A HUMANISED BUTTERFLY NAMED LEDA MELANITIS. Marta de Menezes (PORTUGAL) and Yiannis Melanitis (GREECE). With the collaboration of Antonia Monteiro, Yale University (USA). A work of inserting a human gene (artists‘ Melanitis Yiannis) in a butterfly (species: Leda Melanitis, the Common Evening Brown of the Containing group: Melanitini, Linnaeus 1758 ). DESCRIPTION: One human gene, still to be identified during the research stage of the project, will be inserted into the butterfly genome. We are particularly interested in genes that encode for the eye. The human gene, obtained from Yiannis Melanitis genome, will be linked to a mCherry tag (named in science a reporter gene) in order to allow visual confirmation that the human gene was successfully introduced (as the reporter will provide red color in cells where the human gene is expressed). We are especially interested in following the expression of the human gene (and the reporter gene mCherry) in the eyes of the butterfly and its wing. Our aim is to create a hybrid organism with human genes that express human proteins on its wings. This Project will also be a good opportunity to further investigate if butterfly cells can recognize human proteins and respond to them . The collaborating scientists (Prof.
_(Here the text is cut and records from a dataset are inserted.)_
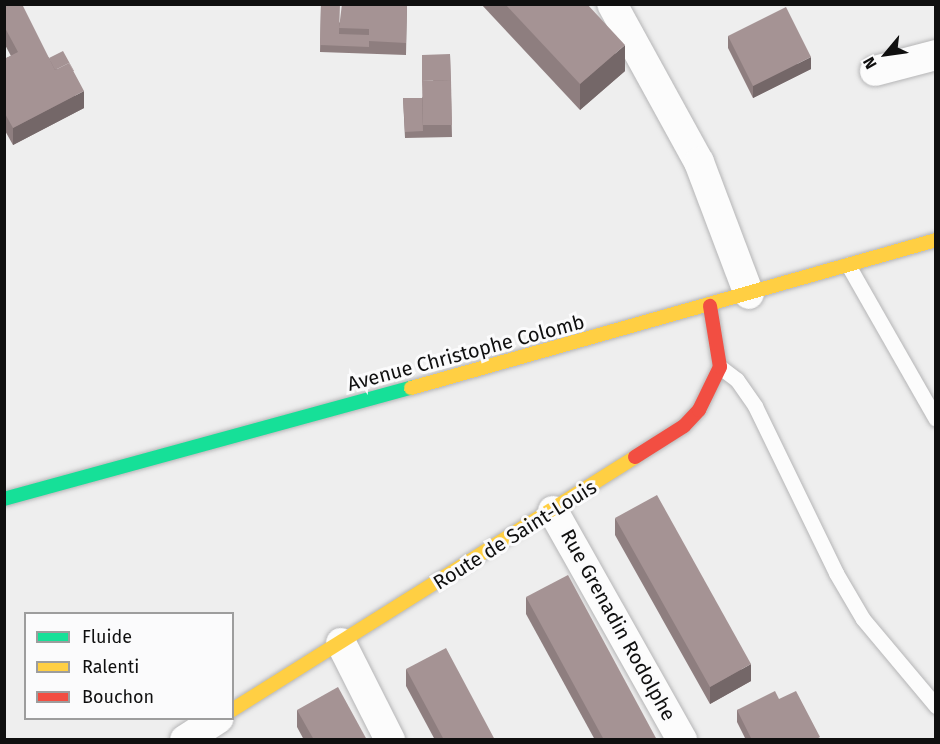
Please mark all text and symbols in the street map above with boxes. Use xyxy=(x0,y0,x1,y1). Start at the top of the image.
north arrow xyxy=(856,24,916,84)
text: N xyxy=(859,54,881,72)
street label: Avenue Christophe Colomb xyxy=(345,310,587,396)
street label: Route de Saint-Louis xyxy=(429,475,601,595)
street label: Rue Grenadin Rodolphe xyxy=(555,525,681,725)
legend xyxy=(24,612,234,720)
text: Fluide xyxy=(82,626,132,648)
text: Ralenti xyxy=(82,656,139,678)
text: Bouchon xyxy=(82,686,154,708)

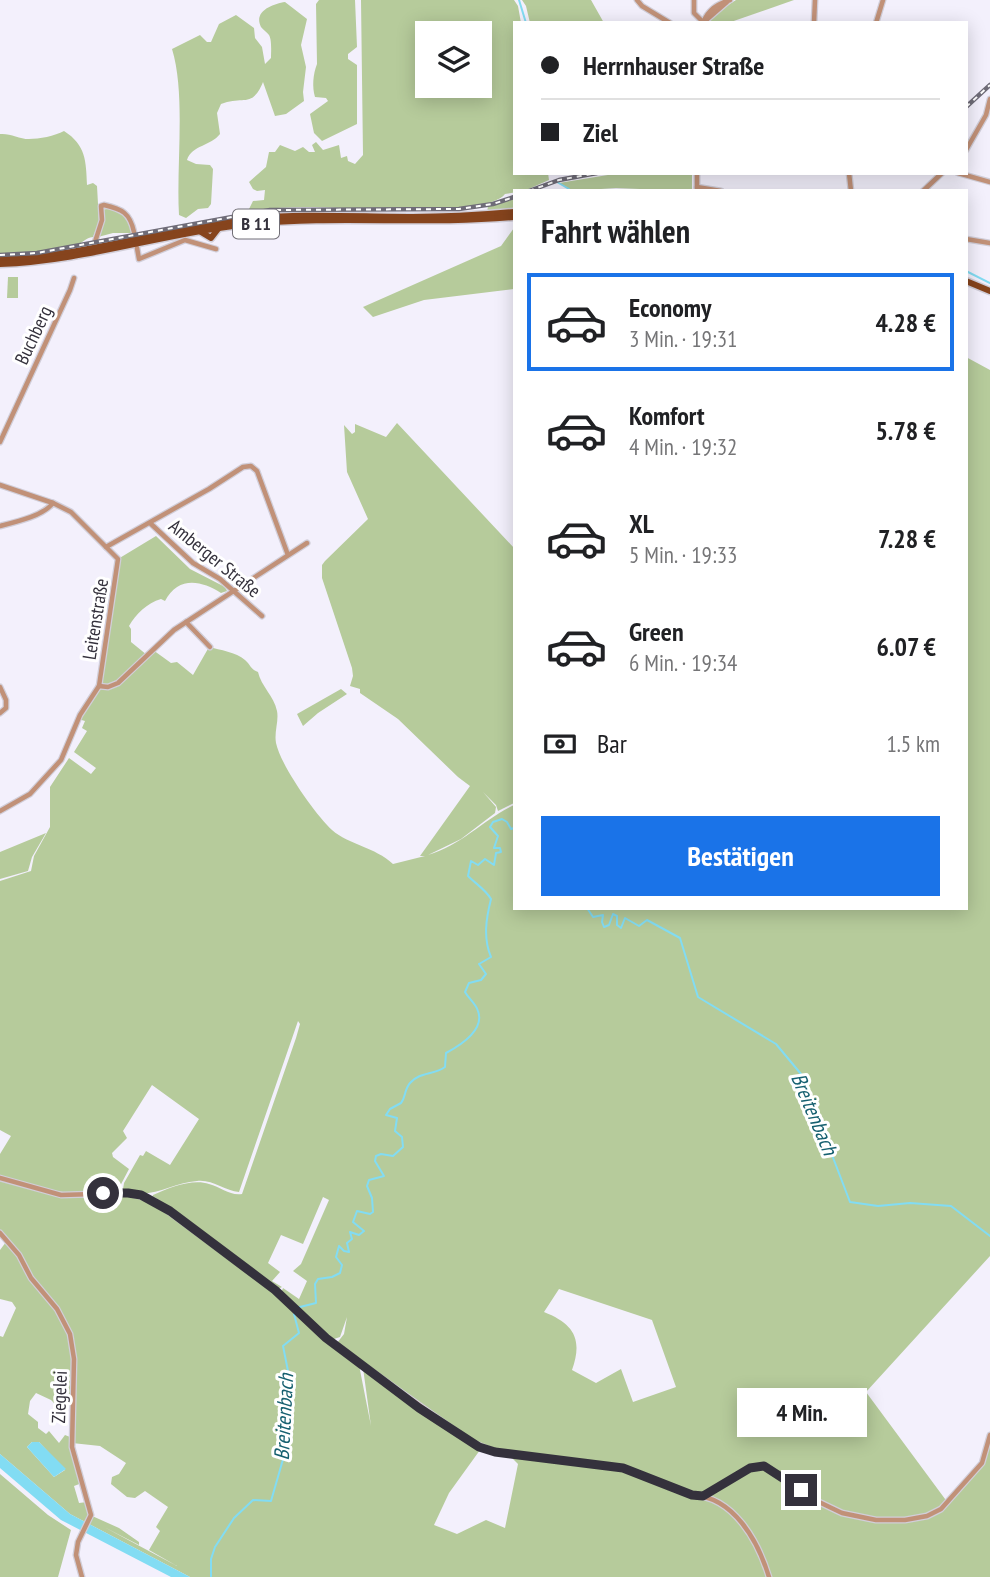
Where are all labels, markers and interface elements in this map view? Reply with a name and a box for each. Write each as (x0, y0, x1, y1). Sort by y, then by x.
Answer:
map controls (415, 21, 492, 98)
button: layers (415, 21, 492, 98)
text: Herrnhauser Straße (583, 49, 764, 82)
text: Ziel (583, 116, 618, 149)
road number: B 11 (233, 210, 279, 238)
text: Fahrt wählen (541, 210, 690, 252)
icon: car (545, 291, 608, 354)
text: Economy (629, 291, 711, 324)
street label: Buchberg (9, 302, 57, 368)
text: 4.28 € (875, 306, 936, 339)
text: 3 Min. · 19:31 (629, 324, 737, 353)
icon: car (545, 399, 608, 462)
text: Komfort (629, 399, 705, 432)
text: 5.78 € (875, 414, 936, 447)
text: 4 Min. · 19:32 (629, 432, 737, 461)
icon: car (545, 507, 608, 570)
text: XL (629, 507, 654, 540)
street label: Amberger Straße (164, 514, 266, 602)
text: 7.28 € (878, 522, 936, 555)
text: 5 Min. · 19:33 (629, 540, 737, 569)
street label: Leitenstraße (77, 577, 113, 661)
icon: car (545, 615, 608, 678)
text: Green (629, 615, 684, 648)
text: 6.07 € (877, 630, 936, 663)
text: 6 Min. · 19:34 (629, 648, 737, 677)
icon: cash (541, 725, 579, 763)
text: Bar (597, 727, 627, 760)
text: 1.5 km (886, 729, 940, 758)
button: Bestätigen (541, 816, 940, 896)
water label: Breitenbach (785, 1069, 844, 1161)
route start (87, 1177, 119, 1209)
street label: Ziegelei (46, 1370, 72, 1424)
water label: Breitenbach (268, 1371, 299, 1461)
callout: 4 Min. (736, 1388, 866, 1438)
text: 4 Min. (776, 1398, 828, 1427)
route end (785, 1474, 817, 1506)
Antonia Monteiro’s group at Yale) have experienced in the genetic manipulation of butterflies (see supporting information) and are interested in studying the outcome of this artistic project. In fact, co-option of the eye developmental gene regulatory network may have led to the appearance of novel functional traits on the wings of flies and butterflies. The first trait is a recently described wing organ in a species of extinct midge resembling the outer layers of the midge’s own compound eye. The second trait is red pigment patches on Heliconius butterfly wings connected to the expression of an eye selector gene, optix. It will therefore be challenging to find out whether introduction of a human gene related to eye development can lead to significant changes in butterflies eyes or wings. [For further information about the project, read the article titled "Physical Information Exhanges Between Organisms" here: http://melanitis.com/index.html ]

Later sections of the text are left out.